Iterators and Generators¶
In Python, anything which can be iterated over is called an iterable:
bowl = {
"apple": 5,
"banana": 3,
"orange": 7
}
for fruit in bowl:
print(fruit.upper())
Surprisingly often, we want to iterate over something that takes a moderately large amount of memory to store - for example, our map images in the green-graph example.
Our green-graph example involved making an array of all the maps between London and Birmingham. This kept them all in memory at the same time: first we downloaded all the maps, then we counted the green pixels in each of them.
This would NOT work if we used more points: eventually, we would run out of memory. We need to use a generator instead. This chapter will look at iterators and generators in more detail: how they work, when to use them, how to create our own.
Iterators¶
Consider the basic python range
function:
range(10)
total = 0
for x in range(int(1e6)):
total += x
total
In order to avoid allocating a million integers, range
actually uses an iterator.
We don't actually need a million integers at once, just each integer in turn up to a million.
Because we can get an iterator from it, we say that a range is an iterable.
So we can for
-loop over it:
for i in range(3):
print(i)
There are two important Python built-in functions for working with iterables.
First is iter
, which lets us create an iterator from any iterable object.
a = iter(range(3))
Once we have an iterator object, we can pass it to the next
function. This
moves the iterator forward, and gives us its next element:
next(a)
next(a)
next(a)
When we are out of elements, a StopIteration
exception is raised:
next(a)
This tells Python that the iteration is over. For example, if we are in a for i in range(3)
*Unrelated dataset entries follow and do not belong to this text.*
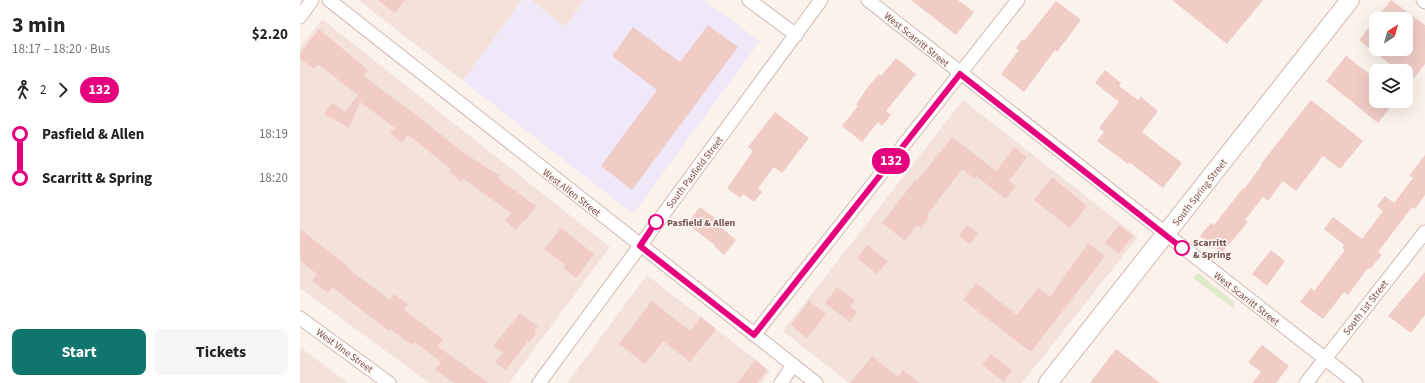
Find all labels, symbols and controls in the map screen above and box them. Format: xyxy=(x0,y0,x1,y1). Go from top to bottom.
text: 3 min xyxy=(12,9,66,41)
street label: West Scarritt Street xyxy=(881,9,952,71)
north arrow xyxy=(1369,12,1413,56)
map controls xyxy=(1369,12,1413,108)
text: $2.20 xyxy=(252,24,288,45)
text: 18:17 – 18:20 · Bus xyxy=(12,40,110,58)
button: layers xyxy=(1369,64,1413,108)
icon: walk xyxy=(12,79,34,101)
icon: forward xyxy=(52,79,74,101)
text: 132 xyxy=(88,80,111,100)
text: 2 xyxy=(40,81,46,99)
text: Pasfield & Allen xyxy=(42,124,144,145)
text: 18:19 xyxy=(259,125,288,143)
street label: South Pasfield Street xyxy=(663,133,727,212)
line badge: 132 xyxy=(868,148,914,174)
text: 132 xyxy=(880,151,902,171)
street label: South Spring Street xyxy=(1169,156,1231,229)
street label: West Allen Street xyxy=(539,166,604,220)
text: Scarritt & Spring xyxy=(42,168,152,189)
text: 18:20 xyxy=(259,169,288,187)
marker: Pasfield & Allen xyxy=(648,214,664,230)
place label: Pasfield & Allen xyxy=(667,216,736,230)
place label: Scarritt & Spring xyxy=(1193,236,1231,262)
marker: Scarritt & Spring xyxy=(1174,240,1190,256)
street label: West Scarritt Street xyxy=(1211,269,1283,329)
street label: South 1st Street xyxy=(1340,277,1392,338)
street label: West Vine Street xyxy=(313,325,376,377)
button: Start xyxy=(12,329,146,375)
button: Tickets xyxy=(154,329,288,375)

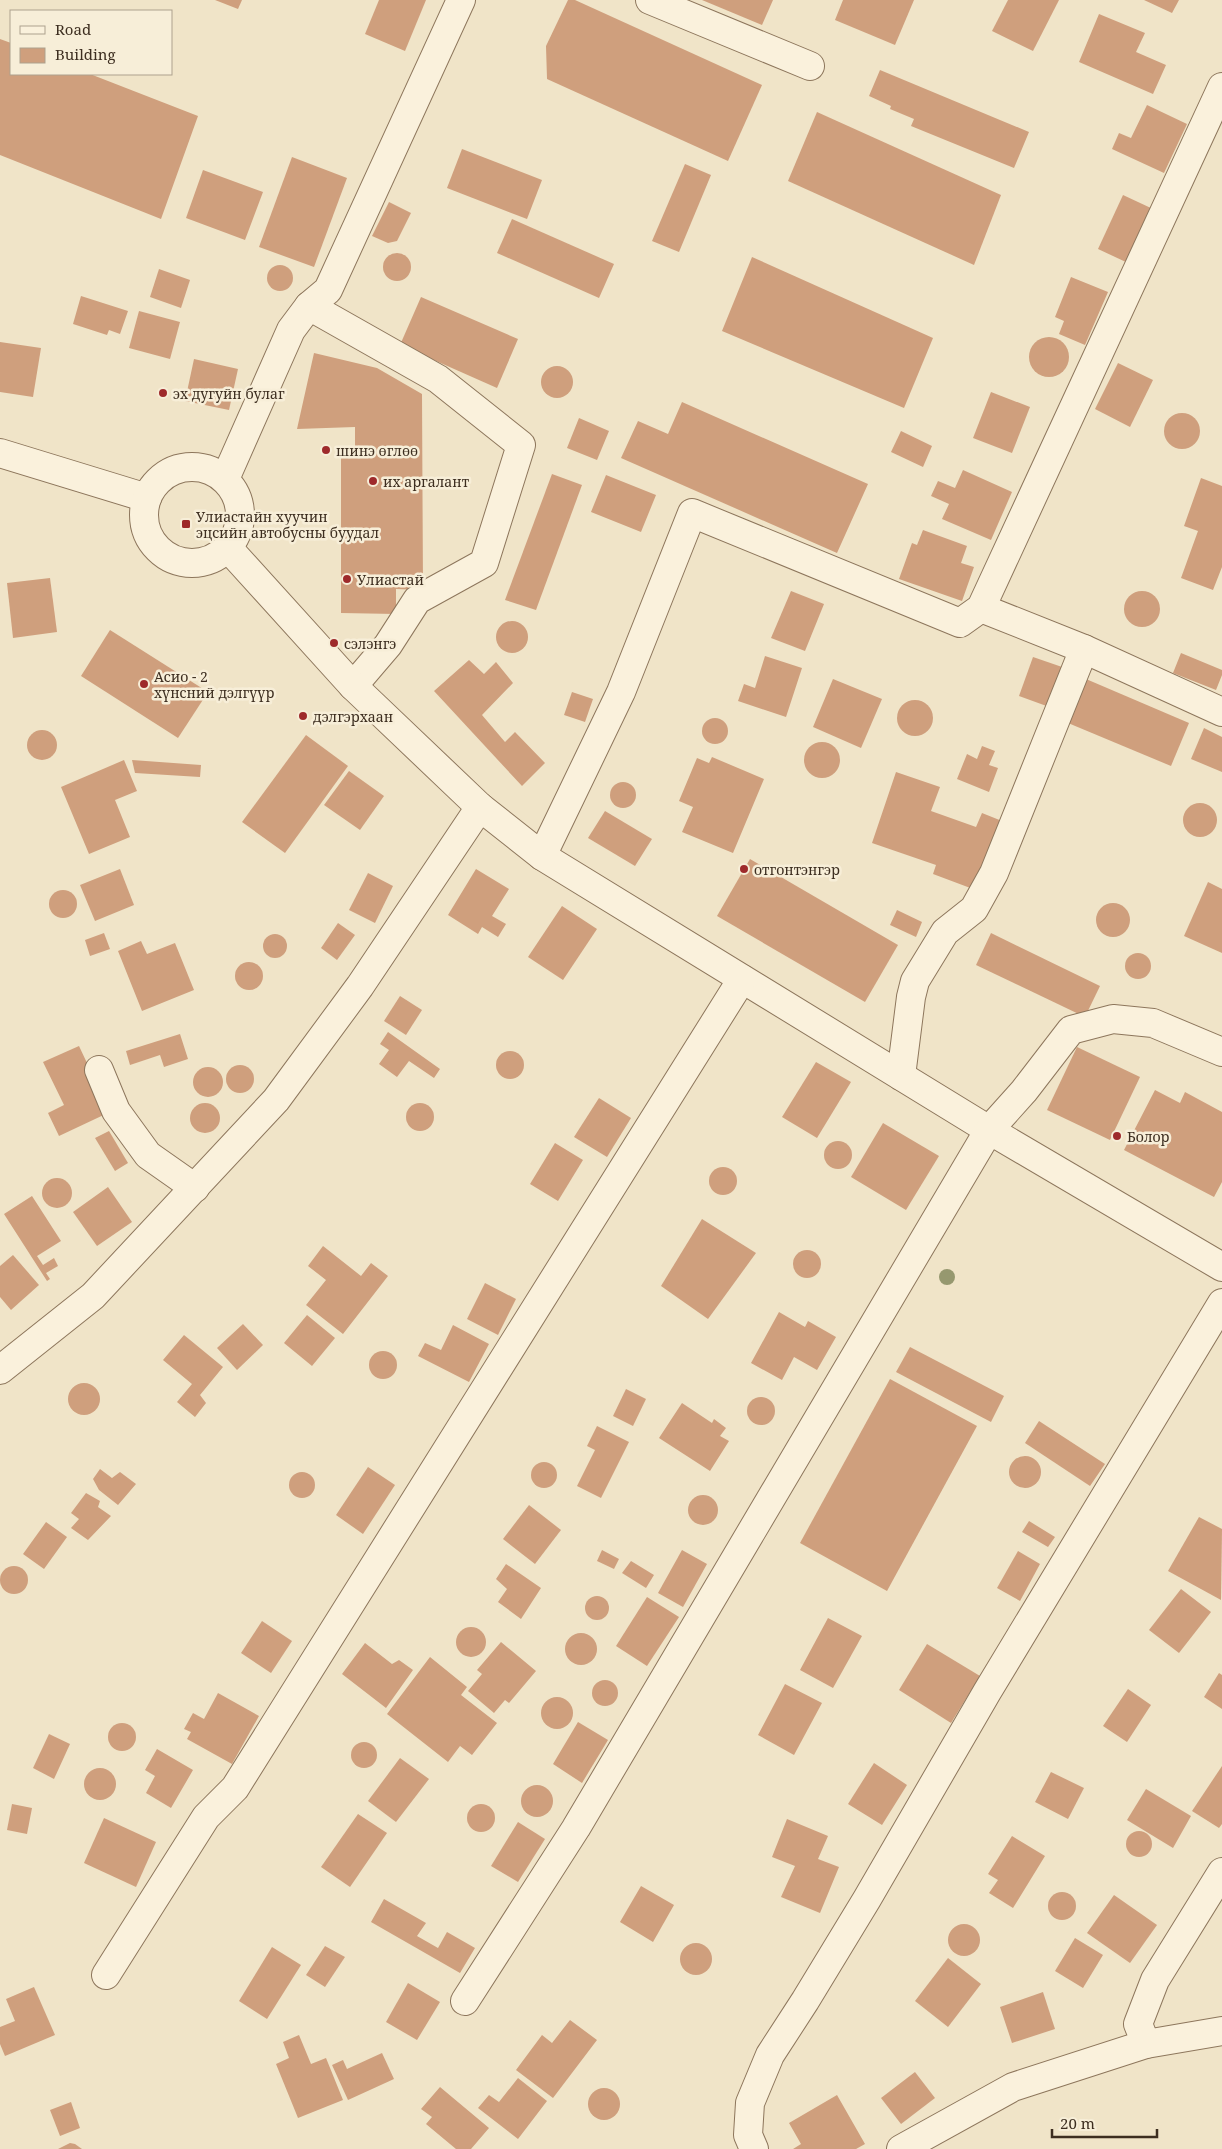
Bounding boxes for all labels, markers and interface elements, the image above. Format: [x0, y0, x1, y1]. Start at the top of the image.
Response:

loop, this lets us know when we should exit the loop.
We can turn an iterable or iterator into a list with the list
constructor function:
list(range(5))
Defining Our Own Iterable¶
When we write next(a)
, under the hood Python tries to call the __next__()
method of a
. Similarly, iter(a)
calls a.__iter__()
.
We can make our own iterators by defining classes that can be used with the next()
and iter()
functions: this is the iterator protocol.
For each of the concepts in Python, like sequence, container, iterable, the language defines a protocol, a set of methods a class must implement, in order to be treated as a member of that concept.
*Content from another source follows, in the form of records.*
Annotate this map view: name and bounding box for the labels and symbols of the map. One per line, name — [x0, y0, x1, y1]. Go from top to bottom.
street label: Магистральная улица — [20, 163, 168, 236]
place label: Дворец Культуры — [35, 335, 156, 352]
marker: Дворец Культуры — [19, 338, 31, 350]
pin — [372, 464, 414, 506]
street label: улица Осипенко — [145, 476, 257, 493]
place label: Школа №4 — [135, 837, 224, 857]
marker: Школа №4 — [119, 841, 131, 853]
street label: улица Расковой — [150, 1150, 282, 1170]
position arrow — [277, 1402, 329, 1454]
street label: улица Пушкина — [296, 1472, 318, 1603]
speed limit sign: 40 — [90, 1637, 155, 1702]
To define an iterator, the methods that must be supported are __next__()
and __iter__()
.
__next__()
must update the iterator.
We'll see why we need to define __iter__
in a moment.
Here is an example of defining a custom iterator class:
class fib_iterator:
"""An iterator over part of the Fibonacci sequence."""
def __init__(self, limit, seed1=1, seed2=1):
self.limit = limit
self.previous = seed1
self.current = seed2
def __iter__(self):
return self
def __next__(self):
(self.previous, self.current) = (self.current, self.previous + self.current)
self.limit -= 1
if self.limit < 0:
raise StopIteration()
return self.current
x = fib_iterator(5)
next(x)
next(x)
next(x)
next(x)
for x in fib_iterator(5):
print(x)
sum(fib_iterator(1000))
A shortcut to iterables: the __iter__
method¶
In fact, we don't always have to define both __iter__
and __next__
!
If, to be iterated over, a class just wants to behave as if it were some other iterable, you can just implement __iter__
and return iter(some_other_iterable)
, without implementing next
. For example, an image class might want to implement some metadata, but behave just as if it were just a 1-d pixel array when being iterated:
from numpy import array
from matplotlib import pyplot as plt
class MyImage(object):
def __init__(self, pixels):
self.pixels = array(pixels, dtype='uint8')
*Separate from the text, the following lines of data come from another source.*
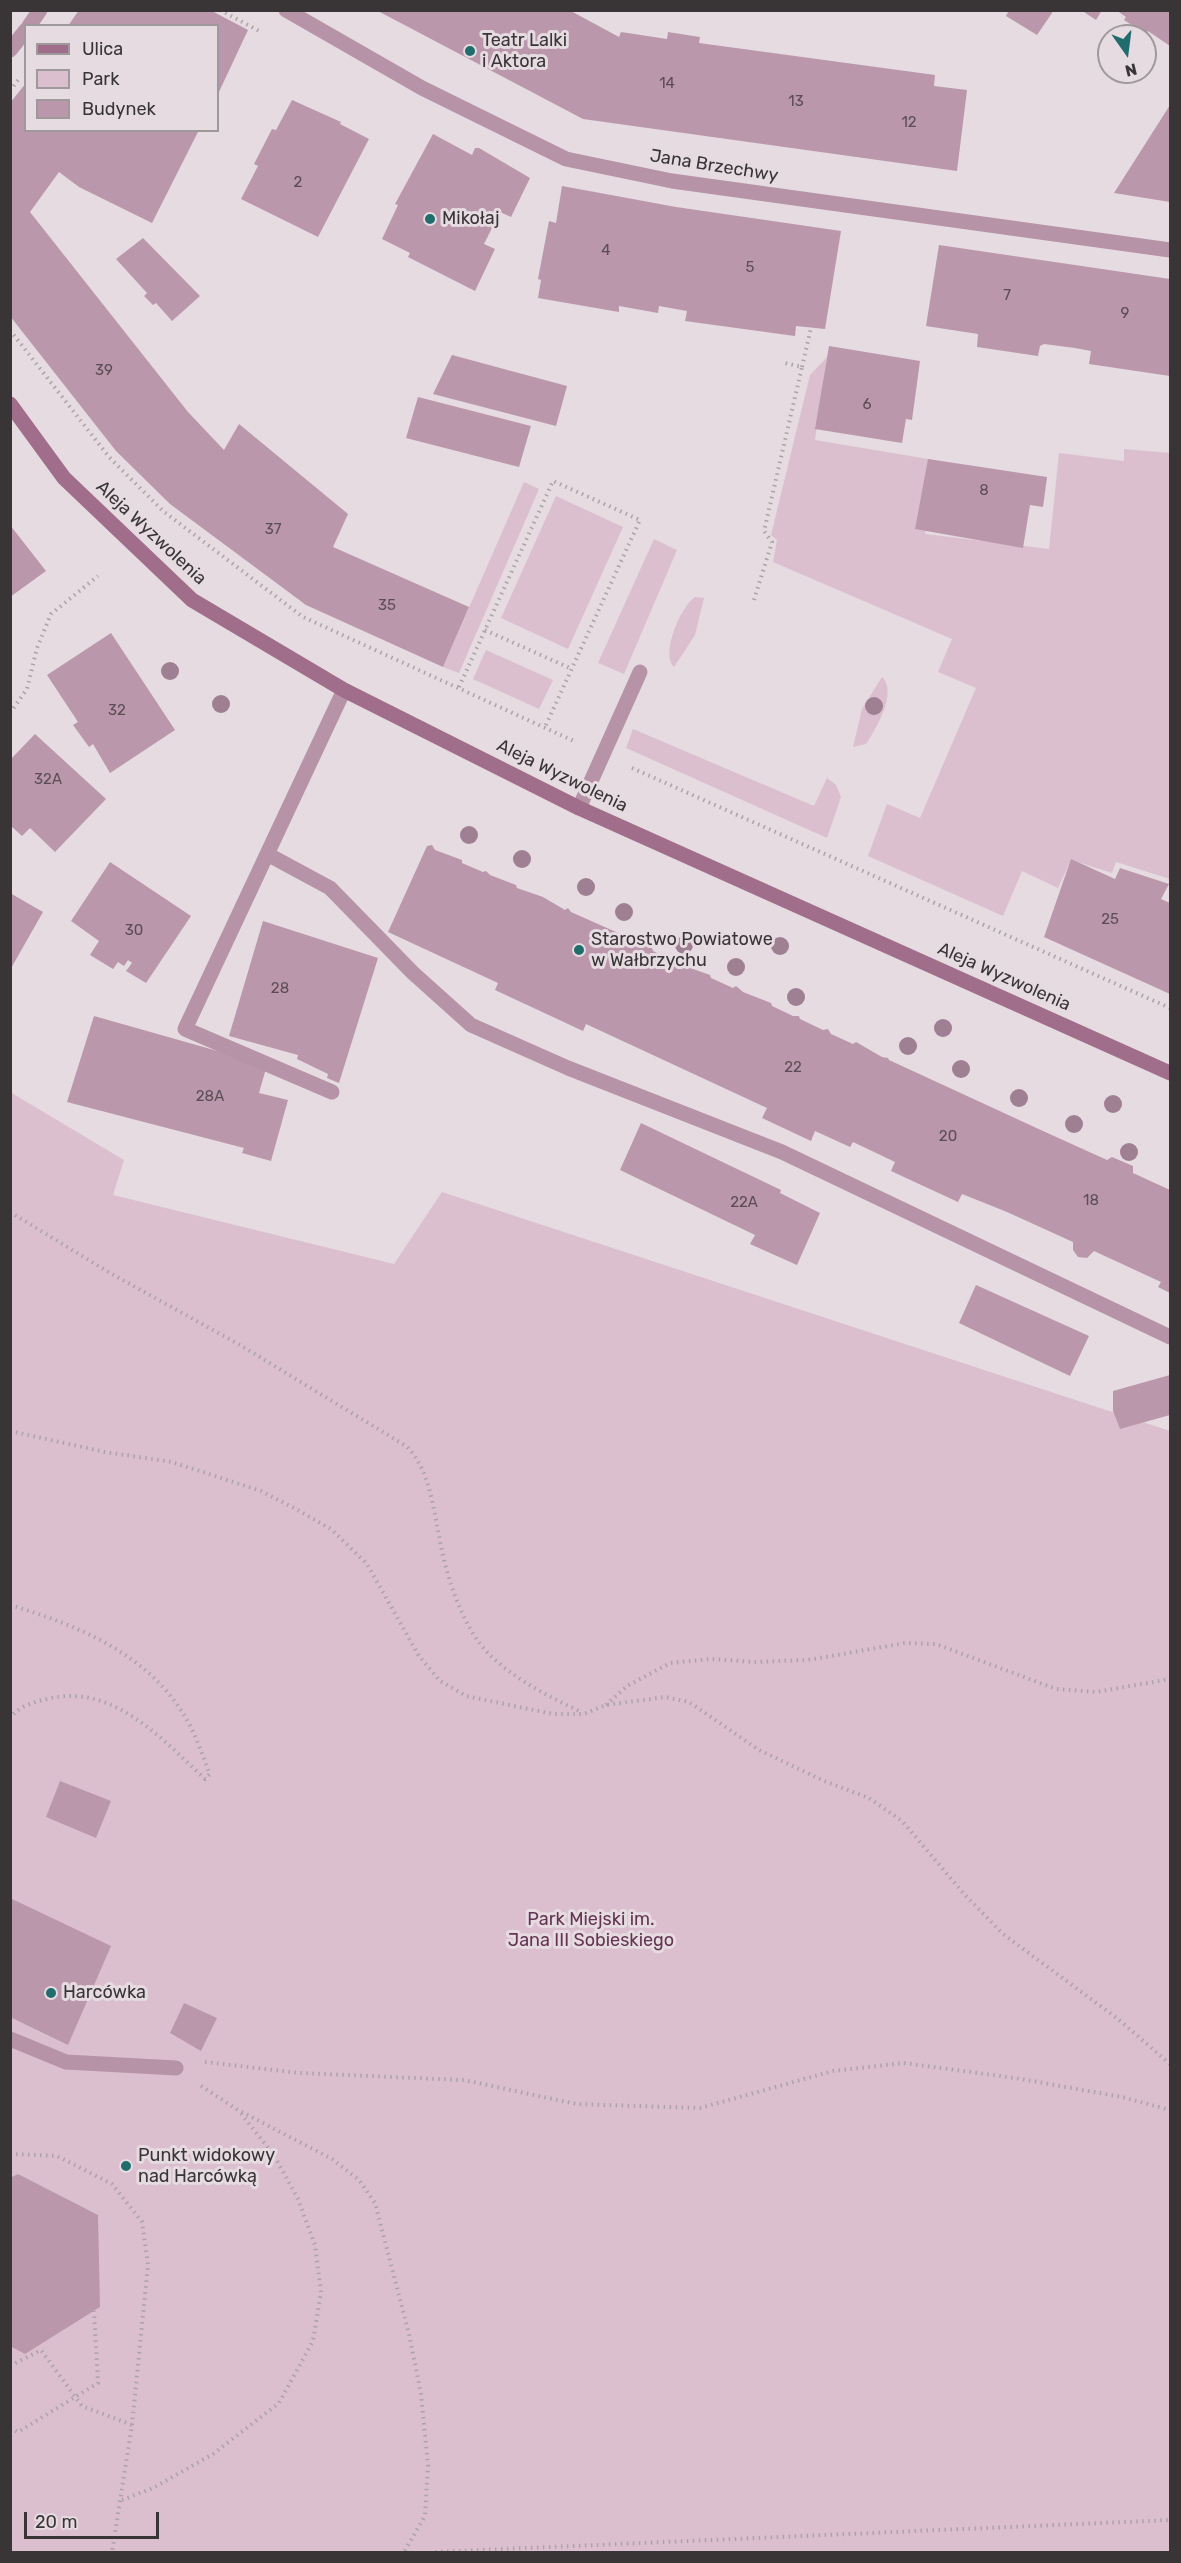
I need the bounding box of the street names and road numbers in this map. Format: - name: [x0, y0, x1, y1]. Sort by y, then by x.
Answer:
- street label: Jana Brzechwy: [648, 145, 780, 187]
- street label: Aleja Wyzwolenia: [91, 476, 211, 590]
- street label: Aleja Wyzwolenia: [493, 735, 631, 817]
- street label: Aleja Wyzwolenia: [934, 938, 1074, 1016]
self.channels = self.pixels.shape[2]
def __iter__(self):
# return an iterator over just the pixel values
return iter(self.pixels.reshape(-1, self.channels))
def show(self):
plt.imshow(self.pixels, interpolation="None")
x = [[[255, 255, 0], [0, 255, 0]], [[0, 0, 255], [255, 255, 255]]]
image = MyImage(x)
%matplotlib inline
image.show()
image.channels
from webcolors import rgb_to_name
for pixel in image:
print(rgb_to_name(pixel))
See how we used image
in a for
loop, even though it doesn't satisfy the iterator protocol (we didn't define both __iter__
and __next__
for it)?
The key here is that we can use any iterable object (like image
) in a for
expression,
not just iterators! Internally, Python will create an iterator from the iterable (by calling its __iter__
method), but this means we don't need to define a __next__
method explicitly.
The iterator protocol is to implement both __iter__
and
__next__
, while the iterable protocol is to implement __iter__
and return
an iterator.
Generators¶
There's a fair amount of "boiler-plate" in the above class-based definition of an iterable.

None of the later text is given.